O governo Dilma precisa fazer um ajuste fiscal?

SIM

Oportunidade imperdível

GUILHERME DA NÓBREGA

Há muito a se comemorar nos resultados fiscais do Brasil. De maneira inédita na história recente, o governo pode fazer política fiscal anticíclica como resposta a uma grave crise.
Apesar da perda de receita e da queda do superavit primário, preservou-se a solvência. Pode-se até reduzir temporariamente alguns impostos. Havia gordura.
Em 2009, por causa da crise, a arrecadação praticamente não cresceu. Já o gasto continuou a subir, mais ou menos no mesmo ritmo acelerado dos últimos anos. O superavit primário (antes de juros), que até então andava na casa dos 4% do PIB, caiu para 2,1% do PIB.
Em 2010, com a recuperação da economia, a receita felizmente voltou a crescer. O gasto, porém, se acelerou. Não fossem receitas extraordinárias e alguma criatividade contábil, o resultado primário teria se mantido no mesmo nível fraco de 2009. Computados os extras, deve chegar a 3% do PIB.
O novo governo já anunciou a intenção de manter o superavit nesse nível em 2011. Sem receitas extraordinárias e criatividade, porém, só chegará lá se reduzir fortemente o crescimento dos gastos. O esforço, contudo, é necessário e tende a ser bem recompensado.
O conforto que vivemos desde 2009 é resultado de longa e paciente preparação. Se formos ver bem, essa história começa na exaustão fiscal do começo dos anos 80. Ali encerrou-se o ciclo de crescimento tocado pelo setor público nos anos 70, do qual foram protagonistas as empresas estatais, o gasto público, o crédito público subsidiado, a proteção tarifária e as grandes obras.
Quaisquer que fossem os seus méritos, o modelo dos anos 70 deixou uma herança fiscal indesejável -nos números e, principalmente, na precariedade institucional.
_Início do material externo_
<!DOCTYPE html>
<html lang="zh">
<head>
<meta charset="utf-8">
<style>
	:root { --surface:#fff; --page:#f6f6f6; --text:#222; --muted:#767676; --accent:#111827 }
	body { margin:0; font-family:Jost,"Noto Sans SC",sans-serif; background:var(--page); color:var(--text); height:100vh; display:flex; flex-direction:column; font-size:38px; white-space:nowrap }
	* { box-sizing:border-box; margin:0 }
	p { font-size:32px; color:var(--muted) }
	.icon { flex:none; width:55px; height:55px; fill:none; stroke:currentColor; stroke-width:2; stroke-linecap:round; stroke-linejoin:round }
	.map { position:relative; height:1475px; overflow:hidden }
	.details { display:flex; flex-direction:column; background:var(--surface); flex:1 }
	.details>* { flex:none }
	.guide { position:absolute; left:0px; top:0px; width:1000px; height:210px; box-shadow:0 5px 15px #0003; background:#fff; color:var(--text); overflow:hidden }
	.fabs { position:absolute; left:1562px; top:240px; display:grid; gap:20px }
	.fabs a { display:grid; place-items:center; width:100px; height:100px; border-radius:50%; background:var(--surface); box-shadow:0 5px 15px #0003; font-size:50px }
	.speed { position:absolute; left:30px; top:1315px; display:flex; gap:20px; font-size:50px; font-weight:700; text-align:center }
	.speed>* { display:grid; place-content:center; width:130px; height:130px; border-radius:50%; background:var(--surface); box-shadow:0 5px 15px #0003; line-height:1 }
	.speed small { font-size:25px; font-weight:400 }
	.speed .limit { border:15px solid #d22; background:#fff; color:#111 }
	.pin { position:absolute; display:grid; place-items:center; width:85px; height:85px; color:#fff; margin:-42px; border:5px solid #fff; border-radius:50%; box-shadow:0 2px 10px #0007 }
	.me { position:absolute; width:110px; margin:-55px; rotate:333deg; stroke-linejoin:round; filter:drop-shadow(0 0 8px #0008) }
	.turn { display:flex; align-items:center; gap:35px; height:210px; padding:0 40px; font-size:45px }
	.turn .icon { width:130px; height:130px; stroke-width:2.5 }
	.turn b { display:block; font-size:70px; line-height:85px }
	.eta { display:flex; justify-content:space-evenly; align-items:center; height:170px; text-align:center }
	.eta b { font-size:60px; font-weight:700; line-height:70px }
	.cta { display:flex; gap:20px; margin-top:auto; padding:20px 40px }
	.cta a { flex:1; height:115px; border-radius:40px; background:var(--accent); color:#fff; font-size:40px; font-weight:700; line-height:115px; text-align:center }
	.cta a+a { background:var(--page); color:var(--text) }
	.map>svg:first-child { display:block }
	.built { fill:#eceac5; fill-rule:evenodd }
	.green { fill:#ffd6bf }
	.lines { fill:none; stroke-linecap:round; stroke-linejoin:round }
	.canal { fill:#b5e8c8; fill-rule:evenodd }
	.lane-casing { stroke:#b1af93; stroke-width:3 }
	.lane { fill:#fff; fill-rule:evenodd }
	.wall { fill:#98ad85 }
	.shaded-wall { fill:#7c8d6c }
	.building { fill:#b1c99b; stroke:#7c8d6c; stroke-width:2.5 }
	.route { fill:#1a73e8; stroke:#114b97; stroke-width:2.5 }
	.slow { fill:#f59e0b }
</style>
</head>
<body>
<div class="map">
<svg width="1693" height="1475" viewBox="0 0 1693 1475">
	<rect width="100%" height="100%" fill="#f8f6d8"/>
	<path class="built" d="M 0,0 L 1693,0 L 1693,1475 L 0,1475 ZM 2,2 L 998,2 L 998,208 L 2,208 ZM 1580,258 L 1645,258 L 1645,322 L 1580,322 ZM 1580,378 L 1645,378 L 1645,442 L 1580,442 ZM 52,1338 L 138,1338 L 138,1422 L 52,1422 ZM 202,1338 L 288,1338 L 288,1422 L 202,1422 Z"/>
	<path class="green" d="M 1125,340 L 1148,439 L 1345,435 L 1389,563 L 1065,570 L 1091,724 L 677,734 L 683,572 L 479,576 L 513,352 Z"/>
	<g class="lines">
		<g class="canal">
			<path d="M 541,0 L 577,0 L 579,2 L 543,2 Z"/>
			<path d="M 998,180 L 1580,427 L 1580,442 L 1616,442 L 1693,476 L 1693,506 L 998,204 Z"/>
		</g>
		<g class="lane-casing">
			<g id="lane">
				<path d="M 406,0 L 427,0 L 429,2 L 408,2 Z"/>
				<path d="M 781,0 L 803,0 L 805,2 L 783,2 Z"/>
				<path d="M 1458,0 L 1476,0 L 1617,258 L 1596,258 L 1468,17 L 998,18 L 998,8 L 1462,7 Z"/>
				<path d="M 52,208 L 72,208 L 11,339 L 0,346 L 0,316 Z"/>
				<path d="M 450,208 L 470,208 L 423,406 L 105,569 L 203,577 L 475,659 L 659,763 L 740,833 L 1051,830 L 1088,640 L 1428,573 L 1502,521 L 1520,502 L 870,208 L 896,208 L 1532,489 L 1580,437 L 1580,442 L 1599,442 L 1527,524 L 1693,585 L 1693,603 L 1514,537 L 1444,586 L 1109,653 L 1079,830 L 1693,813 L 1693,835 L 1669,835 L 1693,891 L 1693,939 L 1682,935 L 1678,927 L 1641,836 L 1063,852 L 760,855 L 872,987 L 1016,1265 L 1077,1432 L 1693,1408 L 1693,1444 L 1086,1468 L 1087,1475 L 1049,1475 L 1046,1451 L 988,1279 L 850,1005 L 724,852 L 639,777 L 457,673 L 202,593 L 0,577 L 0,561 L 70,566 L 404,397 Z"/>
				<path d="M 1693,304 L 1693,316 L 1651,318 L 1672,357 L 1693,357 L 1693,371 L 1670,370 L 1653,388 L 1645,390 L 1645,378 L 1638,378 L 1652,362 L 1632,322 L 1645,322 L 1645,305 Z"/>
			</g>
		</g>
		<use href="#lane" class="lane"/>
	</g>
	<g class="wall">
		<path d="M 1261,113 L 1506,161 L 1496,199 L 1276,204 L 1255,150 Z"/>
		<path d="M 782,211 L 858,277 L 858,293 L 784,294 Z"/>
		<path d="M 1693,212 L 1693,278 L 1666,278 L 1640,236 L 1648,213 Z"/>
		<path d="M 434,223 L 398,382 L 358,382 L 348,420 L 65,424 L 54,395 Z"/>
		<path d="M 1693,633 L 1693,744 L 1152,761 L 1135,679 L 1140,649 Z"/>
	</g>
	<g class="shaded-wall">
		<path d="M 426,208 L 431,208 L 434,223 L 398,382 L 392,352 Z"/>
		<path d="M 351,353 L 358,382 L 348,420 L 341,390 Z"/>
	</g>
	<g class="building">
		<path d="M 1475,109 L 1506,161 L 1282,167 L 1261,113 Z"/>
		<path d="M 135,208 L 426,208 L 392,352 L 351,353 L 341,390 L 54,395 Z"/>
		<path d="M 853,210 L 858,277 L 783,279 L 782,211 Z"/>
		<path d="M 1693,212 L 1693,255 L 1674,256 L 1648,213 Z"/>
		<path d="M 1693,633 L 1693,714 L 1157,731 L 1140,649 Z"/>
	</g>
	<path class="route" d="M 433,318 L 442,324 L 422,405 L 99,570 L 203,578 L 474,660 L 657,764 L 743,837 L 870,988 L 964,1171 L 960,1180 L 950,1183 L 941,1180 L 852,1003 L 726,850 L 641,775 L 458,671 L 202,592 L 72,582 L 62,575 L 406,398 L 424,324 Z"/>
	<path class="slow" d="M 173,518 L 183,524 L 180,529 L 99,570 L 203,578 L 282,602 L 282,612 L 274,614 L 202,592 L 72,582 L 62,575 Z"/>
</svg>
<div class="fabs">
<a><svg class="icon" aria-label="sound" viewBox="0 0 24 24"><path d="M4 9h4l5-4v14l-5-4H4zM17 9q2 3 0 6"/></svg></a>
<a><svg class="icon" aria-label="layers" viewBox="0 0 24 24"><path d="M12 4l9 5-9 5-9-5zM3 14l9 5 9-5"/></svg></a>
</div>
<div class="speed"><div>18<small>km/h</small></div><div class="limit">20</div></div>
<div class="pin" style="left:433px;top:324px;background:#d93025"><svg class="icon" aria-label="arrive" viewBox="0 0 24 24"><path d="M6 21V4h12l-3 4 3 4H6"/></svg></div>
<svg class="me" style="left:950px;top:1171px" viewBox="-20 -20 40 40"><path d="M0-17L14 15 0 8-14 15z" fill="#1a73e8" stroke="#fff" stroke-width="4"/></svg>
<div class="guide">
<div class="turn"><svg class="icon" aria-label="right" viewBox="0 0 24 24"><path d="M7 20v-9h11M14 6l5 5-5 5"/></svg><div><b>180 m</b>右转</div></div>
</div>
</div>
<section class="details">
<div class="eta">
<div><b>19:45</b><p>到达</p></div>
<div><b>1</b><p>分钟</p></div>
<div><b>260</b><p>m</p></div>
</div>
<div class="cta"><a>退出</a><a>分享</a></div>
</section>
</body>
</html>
Sobraram limitadíssimos instrumentos de gestão. Era preciso agir.
Em 1986 criou-se, finalmente, uma secretaria do Tesouro. Por essa época se eliminou o relacionamento privilegiado que o Banco do Brasil tinha com o Banco Central. Depois de idas e vindas, o Ministério do Planejamento se consolidou no papel de gestor orçamentário.
As privatizações eliminaram despesas e simplificaram a gestão. O enxugamento do sistema bancário público revelou alguns esqueletos e evitou muitos outros. A Lei de Responsabilidade Fiscal trouxe capacidade de controle e mais previsibilidade.
Mesmo restando muito a fazer, a construção de conjunto mínimo de instituições fiscais é, sem exagero, uma das mais importantes conquistas de nossa história recente.
Para ela contribuíram sucessivos governos, o Congresso, o Judiciário, a opinião publica. Se não resolvemos todos os problemas, ao menos sabemos onde a maioria deles está. A melhor política fiscal está no centro da transformação que nos deu juros mais baixos, horizontes mais largos, mais produtividade, mais crescimento. Não é pouco.
O novo governo terá, de imediato, a oportunidade de mostrar que faz parte dessa trajetória. A piora fiscal de 2009 era plenamente justificável. A ausência de melhora em 2010 (a não ser pelos eventos extraordinários) criou a dúvida sobre seu compromisso com a história que construímos ao longo desses muitos anos.
Empenhar-se para entregar de fato um superavit primário superior a 3% do PIB, "sem exceções", será fundamental para dar corpo ao discurso oficial, confirmando a natureza anticíclica dos fracos resultados de 2009 e 2010.
No plano conjuntural, contribuirá para desacelerar a economia, reduzindo o risco de inflação e a eventual necessidade de o Banco Central subir juros. De perspectiva mais longa, o compromisso permanente com o nível e a qualidade do gasto público é o caminho para assegurar que o Brasil continuará a se beneficiar de juros mais baixos, horizontes mais largos e estabilidade.
Não é fácil chegar lá, mas a oportunidade de tentar é imperdível.


GUILHERME DA NÓBREGA, formado pela London School of Economics, é economista do banco Itaú Unibanco.